The novel Germinal, on workers by the French realist author Emile Zola, influenced Käthe’s art.
So did German playwright Gerhart Hauptmann. Hauptmann inspired her graphics on rebelling weavers.
In 1891, she married Karl Kollwitz.

Also after her marriage, she continued to sign her work with K(äthe) S(chmidt), as in the self-portrait from 1906 shown here.
They went to live in Berlin, where Karl became a doctor in a poor working class neighbourhood.
In 1898, the jury at an art exhibition wanted to honour Käthe with a medal, for her graphics on the weavers’ uprising.
However, Emperor Wilhelm II did not want any honours for this artist, rebellious in both form and subject.
In 1898, Käthe Kollwitz got permission to be a teacher at her old art school. It was a school for women only, who were taught separately from male students.
In 1899, she participated in the first ever exhibition of the “Berliner Secession“, for artists, hated by the emperor. Their non-conformism meant they were refused at official art exhibitions.
In 1904, she learned sculpture in Paris, visiting the workplaces of Auguste Rodin and others.
In 1906, she made a poster for an exhibition on house industries.
The Empress Auguste Viktoria refused to visit the exhibition because of who made the poster. Also because Kollwitz‘s poster showed a woman worker, clearly suffering from bad conditions.
Only after lots of paper and glue had removed Käthe’s posters from sight, Her Imperial Majesty visited the exhibition.
Next year, Kollwitz was in Florence in Italy. From there, she walked to Rome, reaching it after three weeks.
From 1908 to 1910, she worked for satirical magazine Simplizissimus, mocking in her caricatures the oppression of workers in Wilhelm II’s empire.
In 1912, she made a poster on the miserable housing situation in East Berlin.

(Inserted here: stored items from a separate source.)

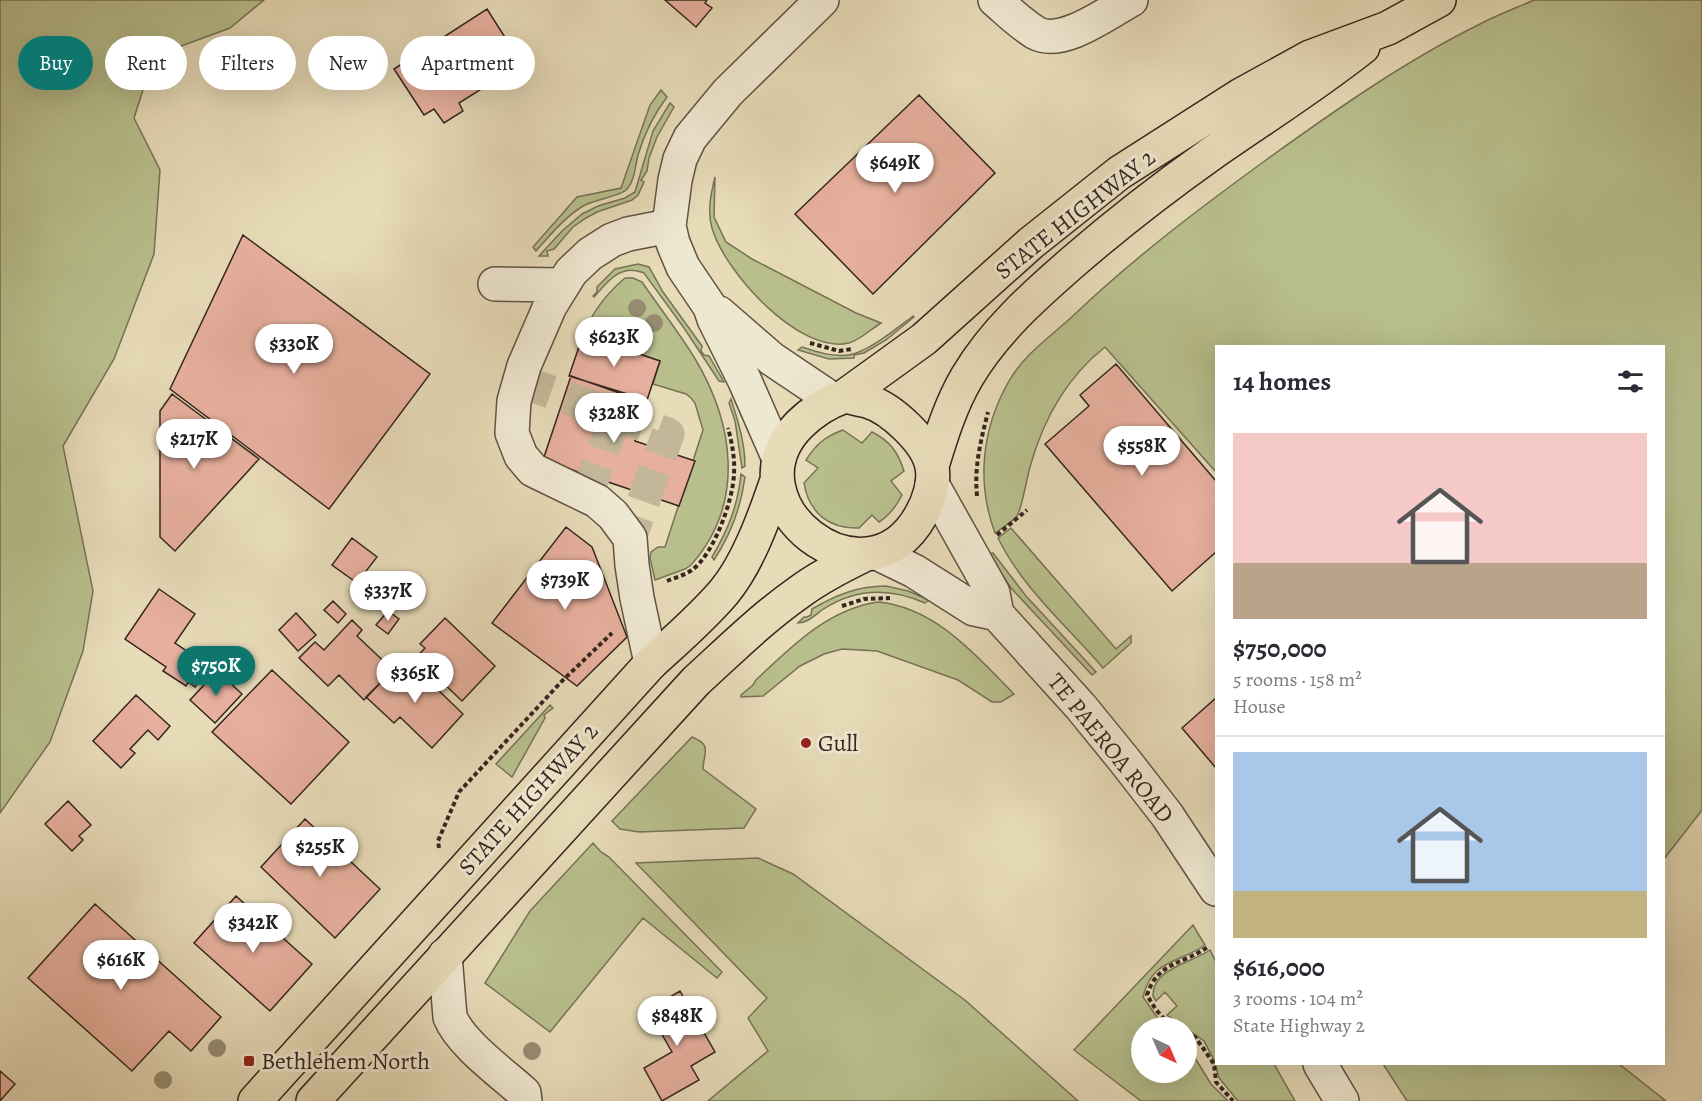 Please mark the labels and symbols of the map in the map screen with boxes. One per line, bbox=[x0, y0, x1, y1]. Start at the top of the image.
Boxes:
street label: STATE HIGHWAY 2 bbox=[988, 141, 1162, 287]
pin: $649K bbox=[853, 143, 937, 194]
pin: $623K bbox=[572, 317, 656, 368]
pin: $330K bbox=[252, 324, 336, 375]
pin: $328K bbox=[572, 393, 656, 444]
pin: $217K bbox=[152, 419, 236, 470]
pin: $558K bbox=[1100, 426, 1184, 477]
pin: $739K bbox=[523, 560, 607, 611]
pin: $337K bbox=[346, 571, 430, 622]
pin: $750K bbox=[174, 646, 258, 697]
pin: $365K bbox=[373, 653, 457, 704]
street label: TE PAEROA ROAD bbox=[1041, 666, 1181, 830]
street label: STATE HIGHWAY 2 bbox=[451, 716, 605, 882]
place label: Gull bbox=[818, 727, 858, 759]
marker: Gull bbox=[799, 736, 813, 750]
pin: $255K bbox=[278, 827, 362, 878]
pin: $342K bbox=[211, 903, 295, 954]
pin: $616K bbox=[79, 940, 163, 991]
pin: $848K bbox=[635, 996, 719, 1047]
north arrow bbox=[1131, 1017, 1197, 1083]
place label: Bethlehem North bbox=[261, 1045, 430, 1077]
marker: Bethlehem North bbox=[242, 1054, 256, 1068]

The authorities banned it.
In 1913, there was a split in the “Berliner Secession” between old artistic vanguardists who had become sort of a new establishment themselves, and the rebels, who became the “Freie Secession”.
Käthe Kollwitz, though 46 by now, sided with the latter. She went from the executive of the “old” Secession to the executive of the new “free” Secession.
In the same year, she also joined the executive of the newly founded women artists’ association, as chair.
In the next year, the First World War broke out.
Also among many socialists, whose international congresses had decided that war should be fought by workers’ strikes, the wave of nationalist hysteria accompanying the outbreak of the war did have at least some effects.
Käthe Kollwitz’s eighteen year old son Peter volunteered to be a soldier.
Shortly afterward, he died at the front in Diksmuide in Belgium.
His mother became very depressed.
Then, Käthe Kollwitz decided to strongly oppose war, also in her artistic work.
On 30 October 1918, the Social Democratic party daily, Vorwärts, published an anti-war letter by Kollwitz.
The war was going badly for the German empire.
Like in the Bush empire concerning Iraq in 2007, some people, including Tony Blair, claimed “final victory” was still possible, with a final “surge“, some Germans then still proclaimed that the emperor’s armies would win.
Kollwitz’ letter opposed this.
She wrote: “Es ist genug gestorben! Keiner darf mehr fallen.
Ich berufe mich gegen Richard Dehmel auf einen Größeren, welcher sagt: ‘Saatfrüchte sollen nicht vermahlen werden.”
[Enough people have died!
Nobody should die any more.
Against [German militarist author] Richard Dehmel, I base myself on a greater [poet; meaning Goethe], who says: ‘You should not grind down seed bearing fruits’].
Now, on a much more dramatic scale than Kollwitz’ artistic home, the Secession, before the war, her political home, Social Democracy, split into Left and Right wings.
The Right wing allied itself with Rightist paramilitary groups, many of whom would later join Hitler’s nazi party, against the Left wing, which would become the Communist Party.
In 1919, the paramilitarists murdered Rosa Luxemburg and Karl Liebknecht, the Leftist leaders.
At the request of Liebknecht’s family, Käthe Kollwitz made his portrait in the mortuary.

In spite of sympathies, she never joined the Communist Party.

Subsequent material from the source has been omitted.